From OpenNMS
Contents |
What is it?
A poll consists of a connection to a particular port on a remote interface, and then a test to see if the service on that port returns an expected response. If the response is not received within the timeout and there are retries configured, it will be tried again. If the number of retries is exceeded, the service is considered down. In some networks, however, short, intermittent failures are common. With the default downtime model, a failed service will be polled again in 30 seconds. This will result in what is known as a "30 second outage".
Note that this is a real problem: a user attempting to access that resource would also have experienced a timeout. But in some networks these 30 second outages can be annoying yet hard to correct.
Possible causes
XXX discuss how packet loss affects TCP connections, and in particular, how duplex mismatches can significantly increase the chances of packet loss in TCP connections.

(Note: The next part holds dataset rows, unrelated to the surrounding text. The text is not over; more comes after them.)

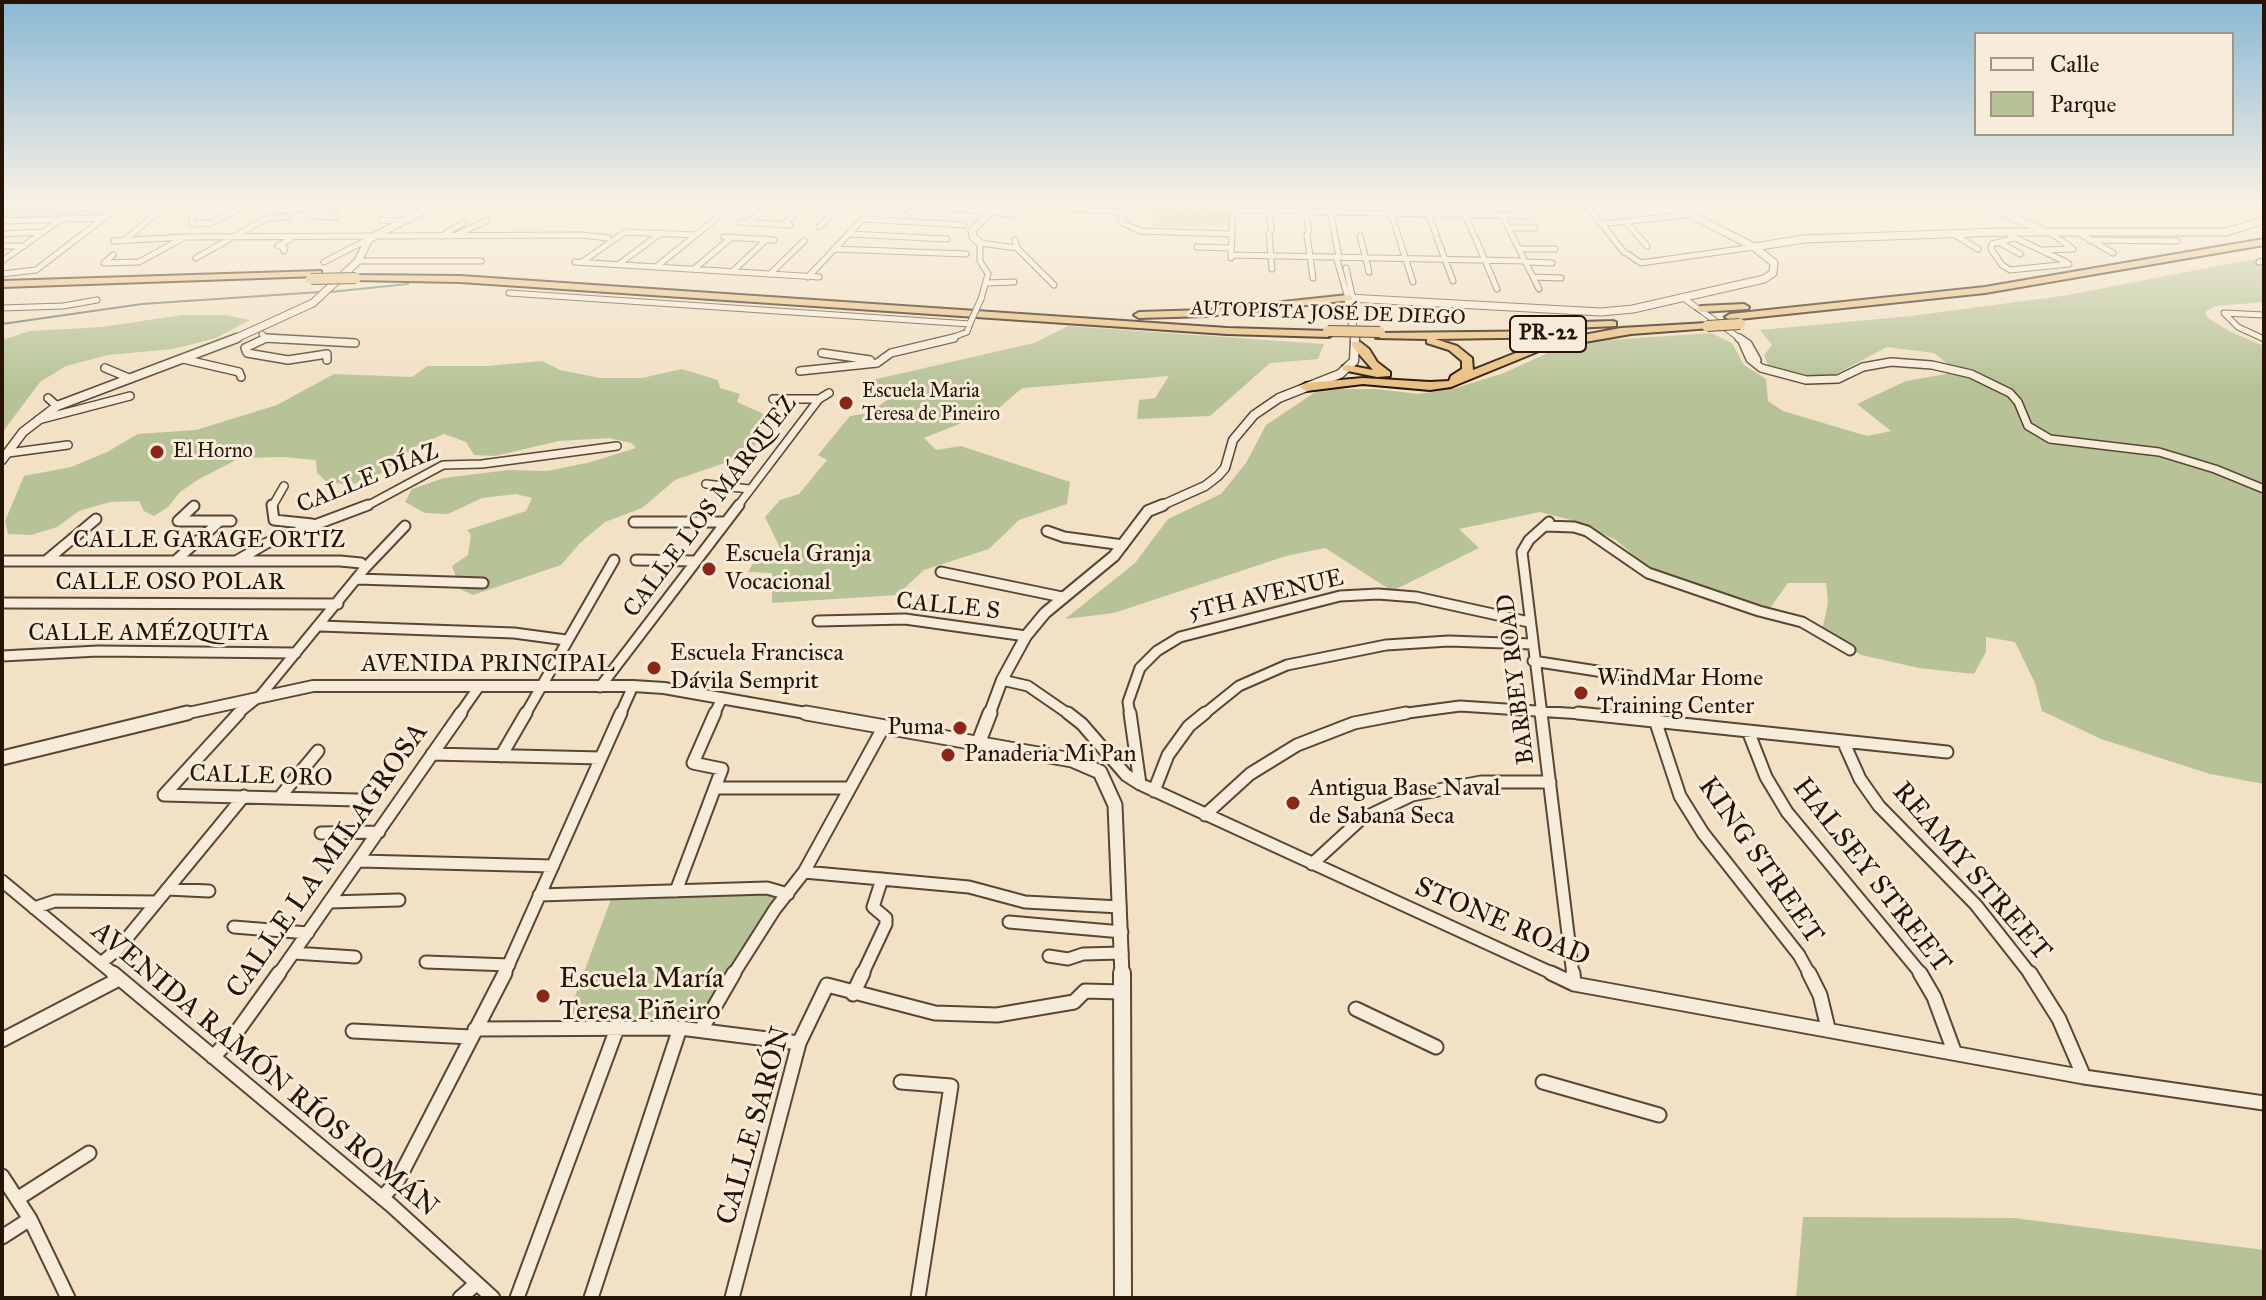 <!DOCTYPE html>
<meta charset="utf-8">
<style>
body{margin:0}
#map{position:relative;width:2266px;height:1300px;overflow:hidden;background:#f2e1c4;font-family:"IM FELL Great Primer",serif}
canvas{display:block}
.frame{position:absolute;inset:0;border:4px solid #261304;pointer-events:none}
.legend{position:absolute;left:1974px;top:32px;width:260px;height:104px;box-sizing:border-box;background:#f7ecd9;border:2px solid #a39584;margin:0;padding:10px 14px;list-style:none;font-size:24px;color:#261304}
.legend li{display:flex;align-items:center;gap:16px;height:40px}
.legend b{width:40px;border:2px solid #a39584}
</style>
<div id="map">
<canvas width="2266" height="1300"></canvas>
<div class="frame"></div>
<ul class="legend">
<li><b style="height:10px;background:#f7ecd9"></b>Calle</li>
<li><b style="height:22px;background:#b7c397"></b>Parque</li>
</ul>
</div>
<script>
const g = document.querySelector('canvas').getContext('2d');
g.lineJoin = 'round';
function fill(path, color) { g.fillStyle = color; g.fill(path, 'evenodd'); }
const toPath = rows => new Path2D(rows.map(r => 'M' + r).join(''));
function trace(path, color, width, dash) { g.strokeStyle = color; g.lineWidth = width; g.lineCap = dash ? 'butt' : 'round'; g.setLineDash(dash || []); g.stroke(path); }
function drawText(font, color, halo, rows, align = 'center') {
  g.font = font + ' "IM FELL Great Primer",serif'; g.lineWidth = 6; g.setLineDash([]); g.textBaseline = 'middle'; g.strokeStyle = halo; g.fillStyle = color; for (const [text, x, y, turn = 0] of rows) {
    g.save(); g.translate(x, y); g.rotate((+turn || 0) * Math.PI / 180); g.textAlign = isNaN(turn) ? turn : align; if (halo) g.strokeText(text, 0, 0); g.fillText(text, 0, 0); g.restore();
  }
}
fill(toPath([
 [43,205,129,205,129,207,105,212,98,218,2,220,2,209],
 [1163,210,1229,210,1229,226,1153,227,1154,213],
 [2254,259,2264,263,2264,302,2215,306,2205,312,2208,318,2231,332,2264,346,2264,784,2210,774,2101,739,2042,711,2035,683,2015,642,1986,637,1986,652,1974,674,1919,668,1861,655,1822,631,1828,603,1826,583,1788,583,1765,615,1656,575,1616,540,1571,520,1540,512,1459,529,1479,548,1392,591,1325,548,1286,556,1114,613,1065,619,1135,563,1168,519,1221,494,1246,463,1266,425,1320,389,1376,389,1419,394,1456,388,1504,373,1559,348,1609,340,1711,333,1732,343,1744,365,1766,379,1768,401,1783,411,1867,436,1891,431,1857,404,1906,381,1958,372,1934,353,1887,347,1830,377,1780,373,1768,365,1764,355,1772,345,1760,330,1911,316,2062,296],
 [182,315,225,315,250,320,216,338,173,349,108,355,66,366,40,382,2,433,2,340,30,331,102,327],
 [1068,326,1324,344,1318,359,1270,363,1210,416,1137,419,1139,400,1155,398,1169,376,1022,388,999,408,924,438,936,450,961,446,1070,482,1067,504,1019,520,989,549,924,570,897,595,772,603,772,573,748,572,760,551,781,550,765,517,780,500,799,494,827,460,818,455,850,416,869,413,901,390,866,387,868,381,1034,343],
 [542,361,560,370,600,378,642,378,682,369,718,380,720,388,740,394,737,402,766,415,767,424,757,430,758,442,742,457,675,480,642,508,605,522,580,543,561,565,473,595,460,589,452,566,468,555,471,535,467,530,526,511,532,498,516,494,482,498,448,514,425,513,405,502,412,489,444,478,508,470,547,471,591,462,636,448,631,443,609,438,559,441,495,456,474,455,466,442,444,434,418,445,377,476,350,485,327,482,317,473,316,460,283,457,240,458,199,479,180,492,168,507,154,516,144,511,139,501,110,502,79,511,57,527,31,535,8,534,5,521,24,476,71,467,107,452,138,434,196,430,277,405,334,374,412,377,427,366,488,366],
 [760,891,776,896,704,1010,687,1019,567,1018,611,899],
 [1803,1217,2014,1218,2264,1250,2264,1298,1796,1298]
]), '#b7c397');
trace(toPath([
 [330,292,408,284],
 [2,324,142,304,320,292]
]), '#6c796f', 2);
const minorFar4 = toPath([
 [135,205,177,205],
 [281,205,275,209,291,211,313,205],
 [1012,205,1123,212],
 [1125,205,1121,222,1140,231,1232,234],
 [1329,205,1339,257,1337,260,1348,298],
 [1587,205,1623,251,1641,263,1754,247],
 [1269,206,1271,230],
 [1305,207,1309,231],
 [2,208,13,205],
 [1156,208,1166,208],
 [1191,209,1202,209],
 [470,210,474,205],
 [1233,210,1529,216],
 [908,212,914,212],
 [1391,213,1413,282],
 [1428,214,1436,234],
 [1465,215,1474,235],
 [1502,215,1539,289],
 [193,217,191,224,211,223,247,205],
 [337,217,310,216,339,205],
 [864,219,964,225],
 [381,220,403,221],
 [2,221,103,218],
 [741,222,790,225],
 [1626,222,1647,246],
 [748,223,769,205],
 [1600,224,1693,214],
 [783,225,805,205],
 [819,227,841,205],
 [1508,228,1535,228],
 [2077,232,2113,253],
 [1952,233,1978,249],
 [2,234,42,232],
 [458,234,486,221],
 [850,234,947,239],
 [1269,234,1272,269],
 [1307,235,1313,278],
 [442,236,464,222],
 [1360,236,1369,272],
 [2011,236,2066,262],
 [724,237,774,240],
 [1437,238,1453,281],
 [2015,238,1992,244,1991,249,2002,265,2010,270,2069,264],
 [1476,239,1497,289],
 [125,240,165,206],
 [1015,240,1017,248,1054,285],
 [2089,240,2177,241],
 [114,241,186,237,581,235,608,238],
 [1999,242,2020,254],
 [2,246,24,246],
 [1197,247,1231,248],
 [835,249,966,254],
 [1519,249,1555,249],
 [2043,250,2073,249,2048,231],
 [284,251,285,248,278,246,291,239],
 [113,255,104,263,139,262,183,238],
 [1231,255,1525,261],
 [196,258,267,218,288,217],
 [1231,258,1233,205],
 [2,261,60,220],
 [358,261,481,261],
 [324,262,369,239],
 [575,262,819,277],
 [582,262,625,232,696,235],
 [1526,262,1552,263],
 [2259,262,2264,261],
 [619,264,661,233],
 [656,267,733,205],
 [1346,268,1352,295,1348,298],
 [694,269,732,237],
 [732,272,767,239],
 [2,274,36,270,113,211],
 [770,274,804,241],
 [808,277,876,205],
 [1533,277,1561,278],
 [987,283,1014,282],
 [509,293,970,324],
 [1682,297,1742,340],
 [981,299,988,274,980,261,980,243,1017,248],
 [2,308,63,306,97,300],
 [2264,315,2224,313,2238,327,2264,339],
 [262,334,267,339,285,340],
 [946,340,967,332,971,321]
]);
const minorFar3 = toPath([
 [266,338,355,343],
 [1739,338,1748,344,1757,360,1755,363],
 [264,339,245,348,247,353,288,360,327,354,327,360],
 [1742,341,1750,359,1761,368,1806,380,1838,379,1863,367,1891,362,1932,365,1971,374,2010,393,2018,402,2028,426,2050,439,2159,452,2215,469,2264,489],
 [822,353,870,360],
 [183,359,239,372,241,377],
 [877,363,891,353,954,338],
 [105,368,129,378],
 [800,371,877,363],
 [48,398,57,406],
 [773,399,819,399],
 [38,420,130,396],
 [8,453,68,445],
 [706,484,749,489],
 [272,507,284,486],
 [365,507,443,465,482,464,617,446],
 [737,507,819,399,829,393]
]);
const minorFar2 = toPath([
 [272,505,274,520,312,524],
 [194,506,178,521,231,521],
 [634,522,725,522],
 [1545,526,1574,527,1587,531,1648,573,1759,611,1802,622,1850,650],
 [1047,531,1064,537,1123,545],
 [47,560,96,519],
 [636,560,695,561],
 [2,561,340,561,361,563,365,568],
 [175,561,219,522],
 [236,561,267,543,368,505],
 [941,572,1062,597],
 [357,579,483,583],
 [2,603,338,604],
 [818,621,905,619,1026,636],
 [320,626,514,633,566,640],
 [2,656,98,651,296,653],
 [1533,661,1629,676],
 [1002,680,1028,686,1070,715],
 [600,687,739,505],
 [236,715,261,695,365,568,405,526],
 [459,715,478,688],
 [525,715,614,560],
 [620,715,633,686],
 [714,715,722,698],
 [1130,715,1128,702,1140,668,1157,651,1180,637,1340,596,1378,594,1416,597,1529,622],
 [1203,715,1239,686,1287,665,1386,645,1449,641,1532,644],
 [1393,715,1460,706,1597,715],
 [1542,715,1522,552,1529,540,1549,522]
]);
const minorFar1 = toPath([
 [1068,713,1082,724,1126,775,1140,784,1556,975],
 [1130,713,1140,784],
 [1541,713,1573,975],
 [1578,713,1947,752],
 [1655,720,1680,796,1703,833,1799,955,1810,975],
 [1748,731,1766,777,1787,812,1922,975],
 [1843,741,1860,779,1879,806,1976,905,2031,975],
 [432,754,601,758],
 [501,756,526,713],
 [717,788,848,788],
 [1154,791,1168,755,1189,726,1205,713],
 [164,795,239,713],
 [164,795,357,800],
 [279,798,318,751],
 [1205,815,1250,774,1297,745,1354,723,1406,713],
 [321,833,379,832],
 [360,861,553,866],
 [1312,864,1360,820,1412,795,1481,782,1550,782],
 [804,872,969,887,1025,902,1120,907],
 [2,881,115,975],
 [167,889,209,891],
 [676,891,722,769,693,763,715,713],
 [539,895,767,888,788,894],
 [330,902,399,900],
 [34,908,55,901,156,902],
 [1009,922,1122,932],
 [234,927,308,933],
 [294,953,355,957],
 [1049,956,1068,959,1083,954,1122,953],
 [426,962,509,965],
 [101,963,118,949,244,796],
 [278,975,461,713],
 [504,975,621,713],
 [733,975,775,909,804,872,883,728],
 [862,975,886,924,886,918,873,907,882,879]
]);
const minor = toPath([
 [113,973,392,1206,493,1298],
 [1551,973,1574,984,2084,1077,2264,1103],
 [1573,973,1574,984],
 [1809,973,1820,995,1828,1028],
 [1920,973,1934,997,1954,1051],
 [2030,973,2059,1019,2084,1077],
 [853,994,863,973],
 [1356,1009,1436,1047],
 [475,1029,680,1028,799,1043],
 [701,1030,734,973],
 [353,1031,471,1037],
 [2,1040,119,979],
 [213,1057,236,1033,279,973],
 [901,1082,951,1086,918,1298],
 [1543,1082,1659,1115],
 [2,1176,30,1219,68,1298],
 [382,1198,398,1180,505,973],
 [17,1199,89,1153],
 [2,1237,30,1219],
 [460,1298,476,1284],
 [517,1298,618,1026],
 [591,1298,680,1028],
 [732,1298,799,1043,827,985,935,1013,997,1015,1074,1002,1085,991,1122,992]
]);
const tertiaryFar4 = toPath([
 [933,205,1017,214],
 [1692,205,1690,212,1697,218,1754,247],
 [1987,205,2039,229],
 [980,243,973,237,972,231,990,211],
 [232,340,313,303,358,261,369,239,434,205],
 [1355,340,1348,298,1601,312,1633,309,1764,279,1773,273,1774,263,1754,247,1804,239,2001,232,2226,232,2264,220]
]);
const tertiaryFar3 = toPath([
 [2,460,23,432,57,406,237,338],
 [1158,507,1205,486,1218,476,1225,468,1233,440,1254,415,1279,398,1340,374,1354,361,1355,338]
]);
const tertiaryFar2 = toPath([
 [179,715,313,686,633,686,664,688,817,715],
 [989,715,1002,680,1026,636,1045,613,1114,556,1148,511,1163,505]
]);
const tertiaryFar1 = toPath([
 [806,713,1072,760,1100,772,1115,805,1122,975],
 [978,744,990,713],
 [2,758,187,713]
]);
const tertiary = toPath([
 [1122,973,1123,1298]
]);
const motorway = toPath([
 [2264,239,2264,245,1985,293,1730,320,1725,317,1730,314,1985,287,2264,239],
 [321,271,321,275,318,276,2,287,2,281,321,271],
 [356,275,460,276,1227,328,1329,331,1334,334,1329,337,1227,334,460,282,352,280,352,276,356,275],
 [1348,295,1352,296,1352,300,1207,316,1139,318,1134,315,1139,312,1207,310,1348,295],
 [1744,304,1749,307,1748,309,1701,312,1696,309,1701,306,1744,304],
 [1612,321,1616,322,1616,326,1552,329,1547,326,1552,323,1612,321],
 [1707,323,1711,324,1711,328,1631,334,1544,349,1451,387,1430,390,1363,384,1306,391,1300,387,1306,383,1363,378,1430,382,1449,381,1451,376,1462,369,1462,361,1449,350,1427,343,1427,339,1376,338,1376,334,1380,333,1566,331,1571,334,1566,337,1435,339,1457,346,1472,358,1473,370,1541,343,1621,328,1707,323],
 [1352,342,1360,342,1369,349,1377,362,1390,372,1390,376,1377,377,1343,370,1343,366,1347,365,1373,370,1352,346,1352,342]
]);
trace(minorFar4, '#594634', 7);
trace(minorFar3, '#594634', 10);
trace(minorFar2, '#594634', 13);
trace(minorFar1, '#594634', 15);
trace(minor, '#594634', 17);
trace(tertiaryFar4, '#594634', 9);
trace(tertiaryFar3, '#594634', 11);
trace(tertiaryFar2, '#594634', 14);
trace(tertiaryFar1, '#594634', 17);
trace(tertiary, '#594634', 20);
trace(motorway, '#261304', 4);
trace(minorFar4, '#f7ecd9', 5);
trace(minorFar3, '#f7ecd9', 7);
trace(minorFar2, '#f7ecd9', 9);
trace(minorFar1, '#f7ecd9', 11);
trace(minor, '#f7ecd9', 13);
trace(tertiaryFar4, '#f7ecd9', 7);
trace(tertiaryFar3, '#f7ecd9', 8);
trace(tertiaryFar2, '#f7ecd9', 10);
trace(tertiaryFar1, '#f7ecd9', 13);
trace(tertiary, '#f7ecd9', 16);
fill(motorway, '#e9c082');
const minorBridge = toPath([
 [971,321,981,299]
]);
const motorwayBridge = toPath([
 [311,279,356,278],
 [1707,326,1740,324],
 [1328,331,1380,332]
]);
trace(minorBridge, '#594634', 7, []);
trace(motorwayBridge, '#261304', 12, []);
trace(minorBridge, '#f7ecd9', 5);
trace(motorwayBridge, '#e9c082', 10);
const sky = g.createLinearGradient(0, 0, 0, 387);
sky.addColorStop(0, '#89b8d4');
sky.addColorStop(0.53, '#f9f2e4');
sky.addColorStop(1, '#f9f2e400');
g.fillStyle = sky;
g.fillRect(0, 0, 2266, 387);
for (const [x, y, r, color] of [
 [846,403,8,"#8f2418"],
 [157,452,8,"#8f2418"],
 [709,569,8,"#8f2418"],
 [654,668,8,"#8f2418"],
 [1581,693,8,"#8f2418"],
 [960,728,8,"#8f2418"],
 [948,755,8,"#8f2418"],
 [1293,803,8,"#8f2418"],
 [543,996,8,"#8f2418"]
]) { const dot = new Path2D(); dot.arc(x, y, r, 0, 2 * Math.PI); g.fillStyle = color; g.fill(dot); trace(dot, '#f7ecd9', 3); }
drawText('20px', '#261304', '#f7ecd9', [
 ["AUTOPISTA JOSÉ DE DIEGO",1328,314,2]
]);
drawText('20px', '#261304', '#f7ecd9', [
 ["Escuela Maria",862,392],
 ["Teresa de Pineiro",862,415],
 ["El Horno",173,452]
], 'left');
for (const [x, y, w] of [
 [1548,334,76]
]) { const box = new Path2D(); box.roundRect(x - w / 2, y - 18, w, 36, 6); g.fillStyle = '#f7ecd9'; g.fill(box); trace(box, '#261304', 2); }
drawText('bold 22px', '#261304', null, [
 ["PR-22",1548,334]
]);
drawText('24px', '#261304', '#f7ecd9', [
 ["CALLE DÍAZ",368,479,-22],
 ["CALLE LOS MÁRQUEZ",711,507,-53],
 ["CALLE GARAGE ORTIZ",209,541],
 ["CALLE OSO POLAR",170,583],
 ["5TH AVENUE",1266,596,-13],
 ["CALLE S",948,607,6],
 ["CALLE AMÉZQUITA",149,634],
 ["AVENIDA PRINCIPAL",488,665],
 ["BARBEY ROAD",1517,679,-97],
 ["CALLE ORO",261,777,2]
]);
drawText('24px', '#261304', '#f7ecd9', [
 ["Escuela Granja",725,555],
 ["Vocacional",725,583],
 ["Escuela Francisca",670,654],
 ["Dávila Semprit",670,682],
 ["WindMar Home",1597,679],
 ["Training Center",1597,707],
 ["Puma",944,728,"right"],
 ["Panaderia Mi Pan",964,755],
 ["Antigua Base Naval",1309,789],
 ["de Sabana Seca",1309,817]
], 'left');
drawText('28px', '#261304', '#f7ecd9', [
 ["CALLE LA MILAGROSA",328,861,-55],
 ["KING STREET",1760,861,55],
 ["REAMY STREET",1971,872,49],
 ["HALSEY STREET",1871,876,52],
 ["STONE ROAD",1502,923,23],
 ["AVENIDA RAMÓN RÍOS ROMÁN",264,1070,40],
 ["CALLE SARÓN",755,1126,-74]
]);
drawText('28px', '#261304', '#f7ecd9', [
 ["Escuela María",559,980],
 ["Teresa Piñeiro",559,1012]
], 'left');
</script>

- Packet loss due to Ethernet duplex mismatch
- Packet loss due to collisions
- Packet loss due to other factors (wireless interference, congestion, intermittent link failure, etc.)
- DNS name resolution
- high CPU load on the device to be tested
- service is recycling
- routing problems
- SSH key generation
- (XXX is this really a possibility?)
- SMTP Greylisting or other funky feature
Workarounds
Fixing the root of the problem
We're serious. You should seriously look into fixing the root of the problem instead of implementing a workaround. See the list of possible causes above.
Increase timeout and retries
If you couldn't fix the problem you might increase the timeout and / or the number of retries befor the service is considered to be down. See Polling Configuration How-To for details.
Initial delay in notifications
If 30 second outages persist in spite of your efforts to track down the root cause, you may set an initial time delay for notifications. This is done in the configuration file destinationPaths.xml. For example:
<path name="Email-Admin" initial-delay="1m">
<target>
<name xmlns="">Admin</name>
<command xmlns="">javaEmail</command>
</target>
</path>
This will delay the notification for 1 minute. If service is restored in less than 1 minute the notification will be cancelled.
Setting serviceUnresponsiveEnabled in poller-configuration.xml
The option was added to denote a failure as when the port connection fails and not the response. In this case, an unresponsive service does not generate an outage, but only a "service unresponsive" event. To enable this behavior, set this value to "true". See the polling configuration how-to for details.